EXERCISE INSTRUCTIONS:
Scan the records below and copy every line that contains the string "Jesus".

(DATA UNDER STUDY begins)

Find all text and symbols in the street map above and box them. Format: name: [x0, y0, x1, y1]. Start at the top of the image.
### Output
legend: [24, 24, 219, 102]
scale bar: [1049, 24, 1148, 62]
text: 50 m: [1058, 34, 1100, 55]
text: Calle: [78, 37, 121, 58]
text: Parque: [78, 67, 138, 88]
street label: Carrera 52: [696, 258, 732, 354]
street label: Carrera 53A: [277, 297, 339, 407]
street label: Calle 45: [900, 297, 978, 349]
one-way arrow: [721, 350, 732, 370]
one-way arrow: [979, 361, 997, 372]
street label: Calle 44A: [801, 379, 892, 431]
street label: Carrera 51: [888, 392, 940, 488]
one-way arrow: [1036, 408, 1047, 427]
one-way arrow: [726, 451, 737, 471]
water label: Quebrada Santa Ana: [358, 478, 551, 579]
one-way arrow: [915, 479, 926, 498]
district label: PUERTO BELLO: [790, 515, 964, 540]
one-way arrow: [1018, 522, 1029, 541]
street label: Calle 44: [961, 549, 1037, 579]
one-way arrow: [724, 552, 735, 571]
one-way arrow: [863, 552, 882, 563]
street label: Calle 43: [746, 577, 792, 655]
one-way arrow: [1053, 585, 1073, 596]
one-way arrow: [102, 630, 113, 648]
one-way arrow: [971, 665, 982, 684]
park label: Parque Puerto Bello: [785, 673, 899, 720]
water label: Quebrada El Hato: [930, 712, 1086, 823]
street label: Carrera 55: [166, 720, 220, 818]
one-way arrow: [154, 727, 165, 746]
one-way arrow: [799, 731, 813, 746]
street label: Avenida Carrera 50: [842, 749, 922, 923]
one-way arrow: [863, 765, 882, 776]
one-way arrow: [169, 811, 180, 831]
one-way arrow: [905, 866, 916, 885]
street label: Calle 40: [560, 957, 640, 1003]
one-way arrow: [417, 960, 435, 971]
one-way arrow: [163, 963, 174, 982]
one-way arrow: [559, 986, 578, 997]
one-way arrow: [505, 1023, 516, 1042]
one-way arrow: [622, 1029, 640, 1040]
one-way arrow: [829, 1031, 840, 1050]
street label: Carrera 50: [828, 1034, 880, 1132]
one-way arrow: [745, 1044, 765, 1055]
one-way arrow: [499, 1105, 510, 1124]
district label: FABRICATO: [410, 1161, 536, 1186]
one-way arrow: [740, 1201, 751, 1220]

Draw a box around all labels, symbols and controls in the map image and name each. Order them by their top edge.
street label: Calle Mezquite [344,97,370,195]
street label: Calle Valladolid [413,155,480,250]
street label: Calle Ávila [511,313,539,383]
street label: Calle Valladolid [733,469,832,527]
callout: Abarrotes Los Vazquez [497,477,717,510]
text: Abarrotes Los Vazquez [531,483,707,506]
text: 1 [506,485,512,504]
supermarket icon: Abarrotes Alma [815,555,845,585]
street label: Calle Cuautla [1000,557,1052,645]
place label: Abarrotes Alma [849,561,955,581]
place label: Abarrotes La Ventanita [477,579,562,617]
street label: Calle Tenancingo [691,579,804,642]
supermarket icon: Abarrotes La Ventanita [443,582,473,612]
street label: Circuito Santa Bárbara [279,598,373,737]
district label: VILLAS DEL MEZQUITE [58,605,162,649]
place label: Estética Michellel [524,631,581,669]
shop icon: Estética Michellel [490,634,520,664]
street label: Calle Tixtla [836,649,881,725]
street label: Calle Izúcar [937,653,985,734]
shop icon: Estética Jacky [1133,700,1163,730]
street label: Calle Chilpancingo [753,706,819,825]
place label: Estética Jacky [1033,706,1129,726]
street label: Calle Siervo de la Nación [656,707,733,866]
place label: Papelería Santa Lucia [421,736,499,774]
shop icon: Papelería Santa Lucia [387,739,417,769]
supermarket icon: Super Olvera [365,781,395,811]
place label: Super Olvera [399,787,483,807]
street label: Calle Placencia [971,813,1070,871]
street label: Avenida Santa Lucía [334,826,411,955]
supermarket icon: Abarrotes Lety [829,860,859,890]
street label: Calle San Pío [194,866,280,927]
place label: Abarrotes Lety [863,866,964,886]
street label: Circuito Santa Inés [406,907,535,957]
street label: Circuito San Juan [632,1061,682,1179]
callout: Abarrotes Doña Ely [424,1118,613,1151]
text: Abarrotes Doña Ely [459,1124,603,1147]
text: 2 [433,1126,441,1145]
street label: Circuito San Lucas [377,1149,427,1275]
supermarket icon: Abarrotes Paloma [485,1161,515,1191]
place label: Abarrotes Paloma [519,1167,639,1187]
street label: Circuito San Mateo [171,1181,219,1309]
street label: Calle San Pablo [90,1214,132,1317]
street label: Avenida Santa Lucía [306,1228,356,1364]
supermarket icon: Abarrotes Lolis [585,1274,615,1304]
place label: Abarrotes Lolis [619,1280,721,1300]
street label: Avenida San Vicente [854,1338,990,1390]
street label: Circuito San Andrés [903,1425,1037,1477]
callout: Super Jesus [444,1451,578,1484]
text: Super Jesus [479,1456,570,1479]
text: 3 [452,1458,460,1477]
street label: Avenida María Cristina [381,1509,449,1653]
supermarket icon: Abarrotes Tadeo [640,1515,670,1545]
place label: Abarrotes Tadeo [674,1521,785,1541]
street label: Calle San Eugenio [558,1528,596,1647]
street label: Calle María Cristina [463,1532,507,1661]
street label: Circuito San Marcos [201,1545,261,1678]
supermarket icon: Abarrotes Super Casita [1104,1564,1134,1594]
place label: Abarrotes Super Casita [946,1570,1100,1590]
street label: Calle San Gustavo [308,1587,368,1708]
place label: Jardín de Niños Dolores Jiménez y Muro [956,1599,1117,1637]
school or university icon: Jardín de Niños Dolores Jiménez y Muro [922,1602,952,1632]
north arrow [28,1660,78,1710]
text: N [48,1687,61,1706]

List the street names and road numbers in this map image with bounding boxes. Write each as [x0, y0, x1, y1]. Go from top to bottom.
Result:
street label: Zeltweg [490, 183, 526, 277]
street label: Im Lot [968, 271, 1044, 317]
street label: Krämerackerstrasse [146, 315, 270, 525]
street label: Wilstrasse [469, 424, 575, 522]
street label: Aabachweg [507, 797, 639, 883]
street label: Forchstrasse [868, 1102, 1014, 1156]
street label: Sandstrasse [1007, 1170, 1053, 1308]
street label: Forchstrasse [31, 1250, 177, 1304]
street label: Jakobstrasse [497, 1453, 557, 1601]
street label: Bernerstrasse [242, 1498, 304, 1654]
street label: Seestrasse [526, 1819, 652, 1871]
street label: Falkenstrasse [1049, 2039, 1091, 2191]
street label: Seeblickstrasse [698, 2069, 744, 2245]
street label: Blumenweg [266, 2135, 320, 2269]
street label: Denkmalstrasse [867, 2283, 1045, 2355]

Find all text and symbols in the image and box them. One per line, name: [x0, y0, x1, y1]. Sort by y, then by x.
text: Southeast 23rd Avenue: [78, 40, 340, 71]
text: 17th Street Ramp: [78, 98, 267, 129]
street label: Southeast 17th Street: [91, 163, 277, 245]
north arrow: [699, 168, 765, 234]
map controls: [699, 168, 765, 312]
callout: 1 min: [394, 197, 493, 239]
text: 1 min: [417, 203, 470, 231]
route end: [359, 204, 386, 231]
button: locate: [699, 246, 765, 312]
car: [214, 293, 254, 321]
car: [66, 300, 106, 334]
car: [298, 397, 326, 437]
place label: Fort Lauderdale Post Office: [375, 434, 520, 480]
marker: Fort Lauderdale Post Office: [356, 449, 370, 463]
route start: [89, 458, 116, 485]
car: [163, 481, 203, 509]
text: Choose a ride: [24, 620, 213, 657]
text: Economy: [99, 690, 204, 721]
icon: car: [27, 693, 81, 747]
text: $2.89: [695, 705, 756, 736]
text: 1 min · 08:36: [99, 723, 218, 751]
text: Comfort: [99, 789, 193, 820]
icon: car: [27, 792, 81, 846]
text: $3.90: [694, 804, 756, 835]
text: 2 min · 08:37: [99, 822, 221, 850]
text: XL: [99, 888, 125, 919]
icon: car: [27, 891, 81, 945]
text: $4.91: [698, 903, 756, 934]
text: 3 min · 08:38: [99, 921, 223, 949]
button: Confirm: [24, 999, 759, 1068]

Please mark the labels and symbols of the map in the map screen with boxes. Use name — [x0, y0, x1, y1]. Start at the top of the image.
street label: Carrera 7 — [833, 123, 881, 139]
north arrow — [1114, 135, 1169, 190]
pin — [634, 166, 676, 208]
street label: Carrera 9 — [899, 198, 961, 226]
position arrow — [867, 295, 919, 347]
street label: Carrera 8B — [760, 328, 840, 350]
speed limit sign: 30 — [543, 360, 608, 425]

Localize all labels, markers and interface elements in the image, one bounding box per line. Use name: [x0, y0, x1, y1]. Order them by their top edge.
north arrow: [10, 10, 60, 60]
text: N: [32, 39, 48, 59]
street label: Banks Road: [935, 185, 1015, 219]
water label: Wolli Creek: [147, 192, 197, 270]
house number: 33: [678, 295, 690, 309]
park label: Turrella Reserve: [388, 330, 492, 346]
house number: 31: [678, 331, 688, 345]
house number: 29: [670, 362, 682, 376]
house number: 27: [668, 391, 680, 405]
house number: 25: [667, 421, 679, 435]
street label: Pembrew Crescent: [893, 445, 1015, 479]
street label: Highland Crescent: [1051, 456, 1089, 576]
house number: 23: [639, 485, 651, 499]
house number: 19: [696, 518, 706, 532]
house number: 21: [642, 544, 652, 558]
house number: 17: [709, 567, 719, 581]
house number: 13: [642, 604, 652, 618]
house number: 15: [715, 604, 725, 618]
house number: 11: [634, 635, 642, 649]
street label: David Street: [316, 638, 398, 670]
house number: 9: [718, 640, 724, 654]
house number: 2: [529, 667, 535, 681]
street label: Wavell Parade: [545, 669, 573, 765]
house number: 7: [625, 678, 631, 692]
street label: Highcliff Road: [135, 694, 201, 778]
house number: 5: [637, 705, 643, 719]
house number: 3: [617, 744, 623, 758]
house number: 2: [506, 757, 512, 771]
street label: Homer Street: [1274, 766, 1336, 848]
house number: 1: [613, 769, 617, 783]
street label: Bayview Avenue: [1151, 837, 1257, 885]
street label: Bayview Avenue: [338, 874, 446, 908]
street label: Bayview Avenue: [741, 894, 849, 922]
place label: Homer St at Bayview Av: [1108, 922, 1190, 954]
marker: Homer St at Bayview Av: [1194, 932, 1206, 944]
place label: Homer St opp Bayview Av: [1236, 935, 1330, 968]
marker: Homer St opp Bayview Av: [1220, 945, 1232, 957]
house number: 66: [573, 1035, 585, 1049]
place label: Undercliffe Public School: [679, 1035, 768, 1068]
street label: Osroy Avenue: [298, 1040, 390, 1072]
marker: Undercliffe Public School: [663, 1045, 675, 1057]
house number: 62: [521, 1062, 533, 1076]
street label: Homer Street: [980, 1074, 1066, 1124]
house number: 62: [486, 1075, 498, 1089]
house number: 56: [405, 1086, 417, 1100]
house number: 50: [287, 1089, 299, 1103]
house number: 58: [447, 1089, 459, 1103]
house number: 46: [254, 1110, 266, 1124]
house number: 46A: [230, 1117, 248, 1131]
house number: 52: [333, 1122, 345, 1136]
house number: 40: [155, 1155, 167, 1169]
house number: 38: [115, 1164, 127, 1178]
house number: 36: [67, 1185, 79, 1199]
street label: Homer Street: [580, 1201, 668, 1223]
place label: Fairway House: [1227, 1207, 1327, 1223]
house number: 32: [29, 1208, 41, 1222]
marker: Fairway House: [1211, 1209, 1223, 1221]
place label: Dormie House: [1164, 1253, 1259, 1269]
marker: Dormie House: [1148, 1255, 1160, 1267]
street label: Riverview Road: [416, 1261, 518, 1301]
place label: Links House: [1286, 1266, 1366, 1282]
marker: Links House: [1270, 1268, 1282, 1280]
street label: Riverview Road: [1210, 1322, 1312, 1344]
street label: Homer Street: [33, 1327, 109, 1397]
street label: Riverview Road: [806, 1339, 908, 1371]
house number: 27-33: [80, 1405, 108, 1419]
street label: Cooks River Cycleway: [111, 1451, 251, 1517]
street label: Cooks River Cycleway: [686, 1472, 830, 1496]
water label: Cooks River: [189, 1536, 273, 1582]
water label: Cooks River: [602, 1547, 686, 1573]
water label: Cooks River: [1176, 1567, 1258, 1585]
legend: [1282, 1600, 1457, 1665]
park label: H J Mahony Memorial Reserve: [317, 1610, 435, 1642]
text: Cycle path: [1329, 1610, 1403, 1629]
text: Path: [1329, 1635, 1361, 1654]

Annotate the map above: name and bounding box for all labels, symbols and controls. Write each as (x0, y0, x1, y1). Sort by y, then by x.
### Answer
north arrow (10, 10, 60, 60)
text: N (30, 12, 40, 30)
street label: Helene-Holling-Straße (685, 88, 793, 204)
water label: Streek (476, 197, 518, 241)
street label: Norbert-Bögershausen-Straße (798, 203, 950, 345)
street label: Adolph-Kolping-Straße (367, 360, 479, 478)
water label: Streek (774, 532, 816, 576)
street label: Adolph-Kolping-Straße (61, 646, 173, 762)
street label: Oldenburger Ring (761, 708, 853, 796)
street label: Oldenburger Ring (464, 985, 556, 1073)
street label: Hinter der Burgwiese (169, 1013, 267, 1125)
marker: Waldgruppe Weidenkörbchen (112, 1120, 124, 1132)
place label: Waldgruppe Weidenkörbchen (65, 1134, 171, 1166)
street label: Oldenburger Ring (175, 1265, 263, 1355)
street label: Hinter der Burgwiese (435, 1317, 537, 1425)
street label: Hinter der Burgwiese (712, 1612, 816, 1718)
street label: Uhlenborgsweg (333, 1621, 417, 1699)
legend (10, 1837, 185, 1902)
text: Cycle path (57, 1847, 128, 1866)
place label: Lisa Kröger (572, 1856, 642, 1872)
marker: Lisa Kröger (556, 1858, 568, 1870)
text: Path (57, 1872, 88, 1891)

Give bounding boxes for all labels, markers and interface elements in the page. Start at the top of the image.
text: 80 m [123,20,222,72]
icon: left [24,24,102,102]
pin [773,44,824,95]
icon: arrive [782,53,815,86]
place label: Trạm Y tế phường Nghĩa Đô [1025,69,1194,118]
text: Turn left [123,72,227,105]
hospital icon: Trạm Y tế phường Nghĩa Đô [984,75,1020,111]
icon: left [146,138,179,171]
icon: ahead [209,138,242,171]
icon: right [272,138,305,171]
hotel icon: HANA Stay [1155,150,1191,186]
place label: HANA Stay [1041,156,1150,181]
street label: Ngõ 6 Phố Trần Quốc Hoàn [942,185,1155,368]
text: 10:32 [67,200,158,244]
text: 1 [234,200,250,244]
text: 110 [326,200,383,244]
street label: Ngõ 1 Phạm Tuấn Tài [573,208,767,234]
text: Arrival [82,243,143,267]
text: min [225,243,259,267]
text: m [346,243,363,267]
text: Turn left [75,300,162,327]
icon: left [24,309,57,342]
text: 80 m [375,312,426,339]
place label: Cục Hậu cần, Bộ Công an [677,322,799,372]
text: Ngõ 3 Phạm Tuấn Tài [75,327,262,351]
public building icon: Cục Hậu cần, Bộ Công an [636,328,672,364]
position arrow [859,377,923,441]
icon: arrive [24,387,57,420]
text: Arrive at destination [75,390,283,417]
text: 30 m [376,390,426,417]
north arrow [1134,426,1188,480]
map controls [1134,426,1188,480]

(DATA UNDER STUDY ends)

YOUR RESPONSE:
callout: Super Jesus [444,1451,578,1484]
text: Super Jesus [479,1456,570,1479]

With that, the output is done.